What needs to be done: When you write out the listing, keep every character and omit the pictures.
↓
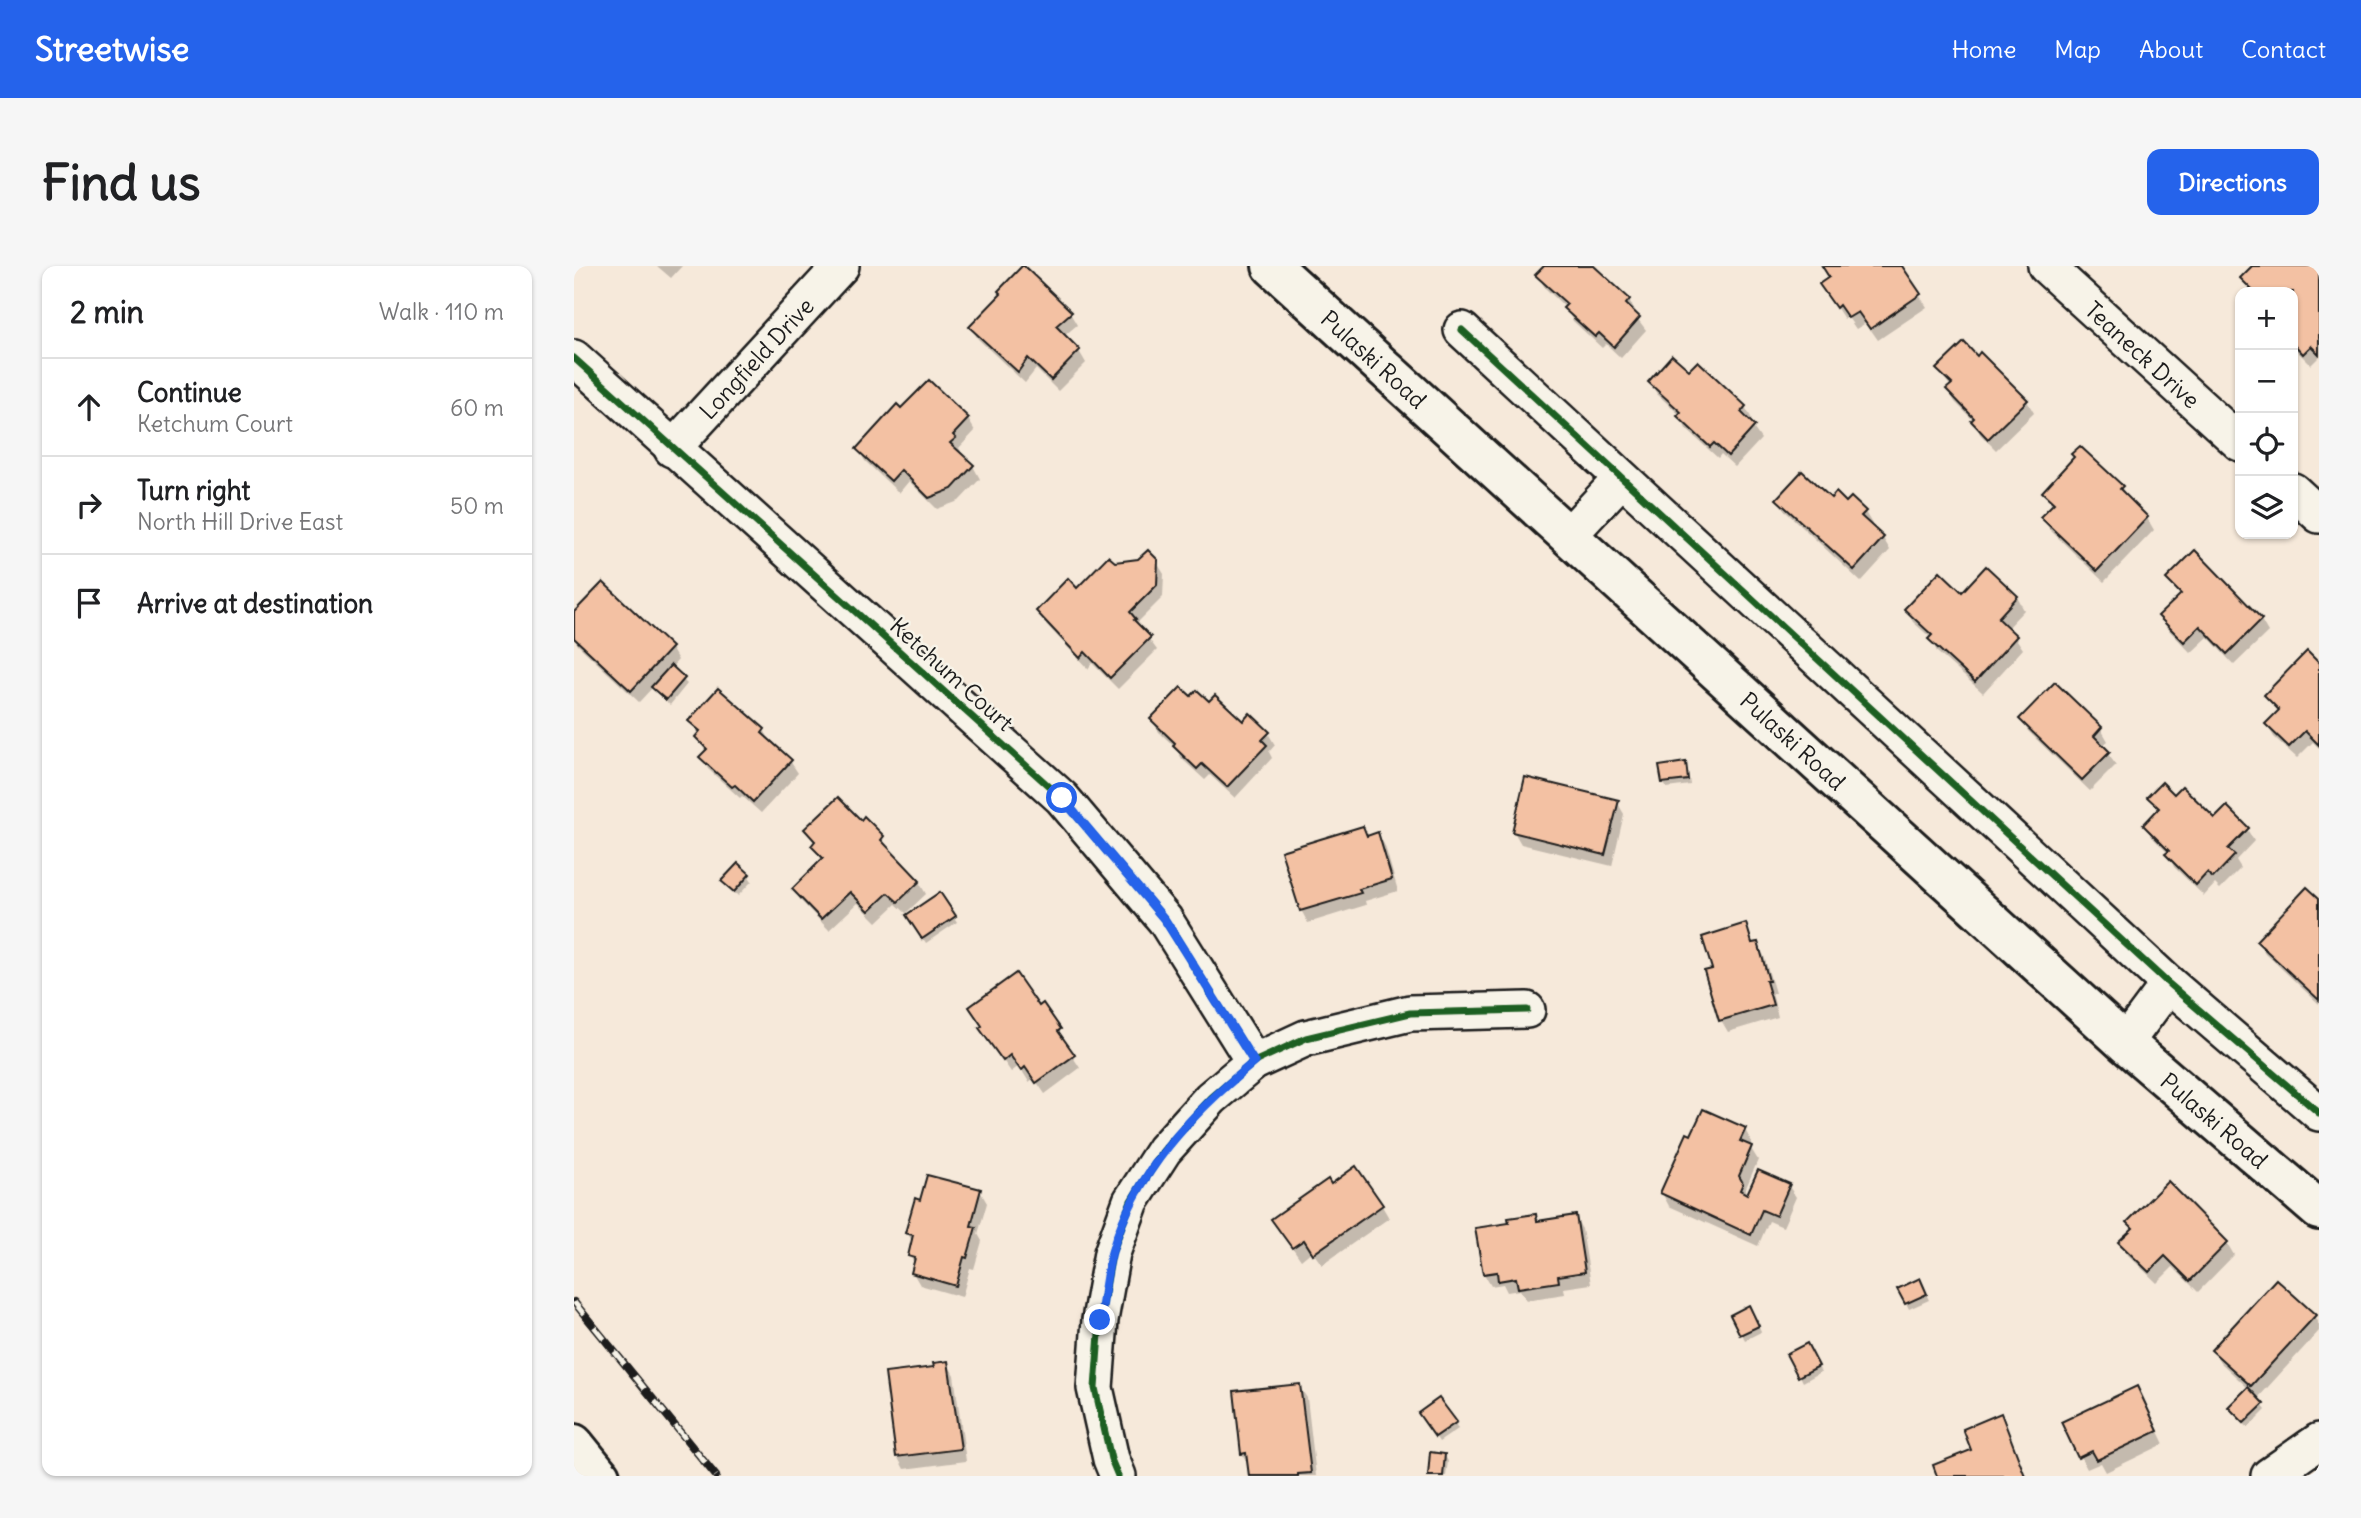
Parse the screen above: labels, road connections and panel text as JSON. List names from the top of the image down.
{
  "streets": {
    "main road": ["Pulaski Road"],
    "street": ["Teaneck Drive", "Longfield Drive", "Ketchum Court"]
  },
  "crossings": [
    ["Longfield Drive", "Ketchum Court"]
  ],
  "page": {
    "header": "Streetwise",
    "nav": [
      "Home",
      "Map",
      "About",
      "Contact"
    ],
    "buttons": "Directions",
    "title": "Find us",
    "heading": ["2 min", "Walk · 110 m"],
    "map_buttons": ["+", "−"],
    "list": [
      ["Continue", "Ketchum Court", "60 m"],
      ["Turn right", "North Hill Drive East", "50 m"],
      "Arrive at destination"
    ]
  }
}
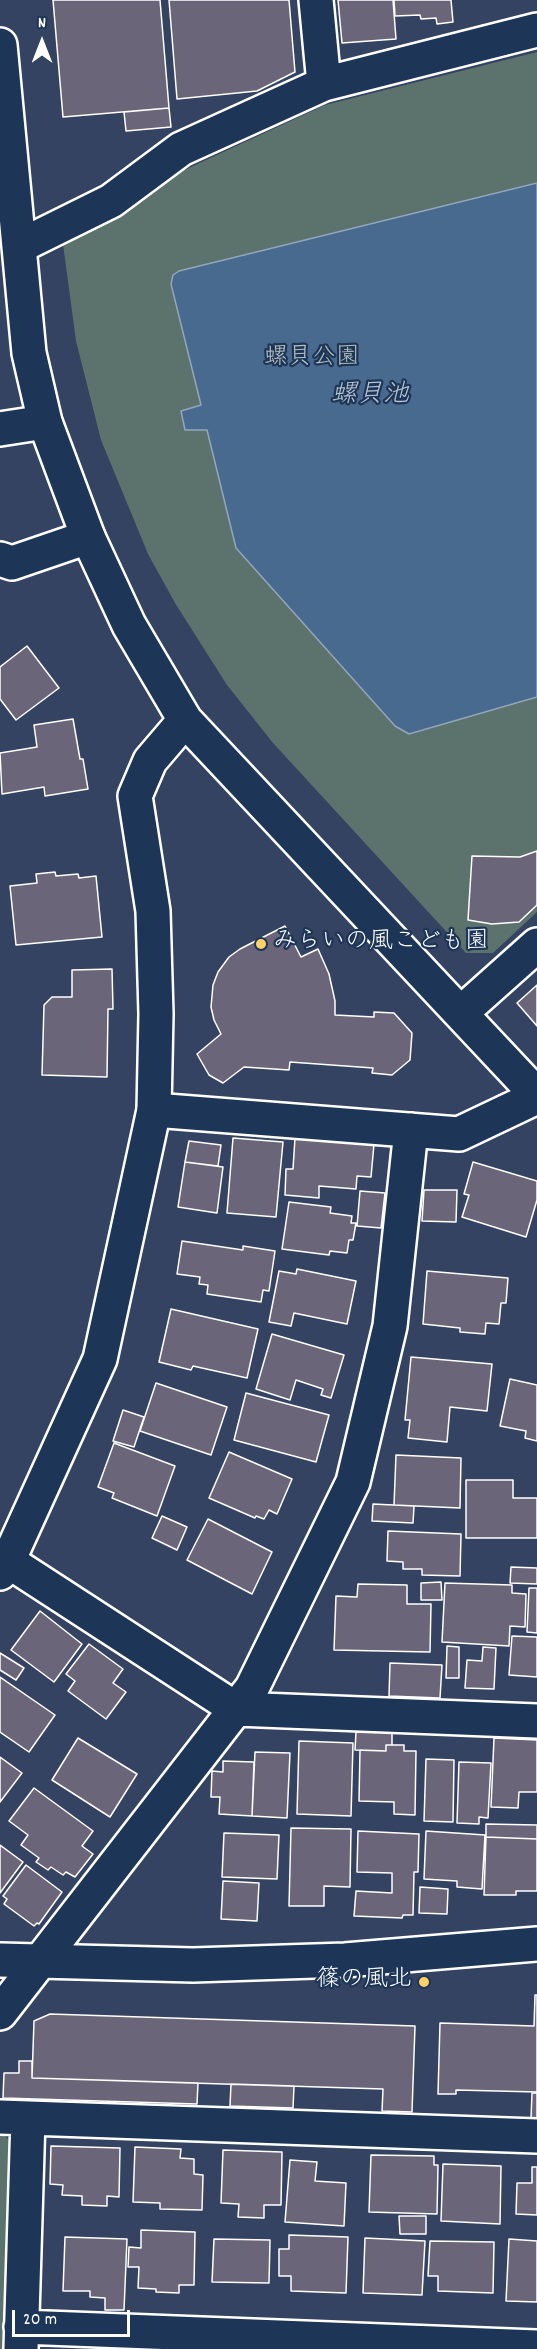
↑
Exercise answer:
Parse the screen above: labels, road connections and panel text as JSON. List names from the top of the image down.
{
  "streets": {
    "main road": ["Pulaski Road"],
    "street": ["Teaneck Drive", "Longfield Drive", "Ketchum Court"]
  },
  "crossings": [
    ["Longfield Drive", "Ketchum Court"]
  ],
  "page": {
    "header": "Streetwise",
    "nav": [
      "Home",
      "Map",
      "About",
      "Contact"
    ],
    "buttons": "Directions",
    "title": "Find us",
    "heading": ["2 min", "Walk · 110 m"],
    "map_buttons": ["+", "−"],
    "list": [
      ["Continue", "Ketchum Court", "60 m"],
      ["Turn right", "North Hill Drive East", "50 m"],
      "Arrive at destination"
    ]
  }
}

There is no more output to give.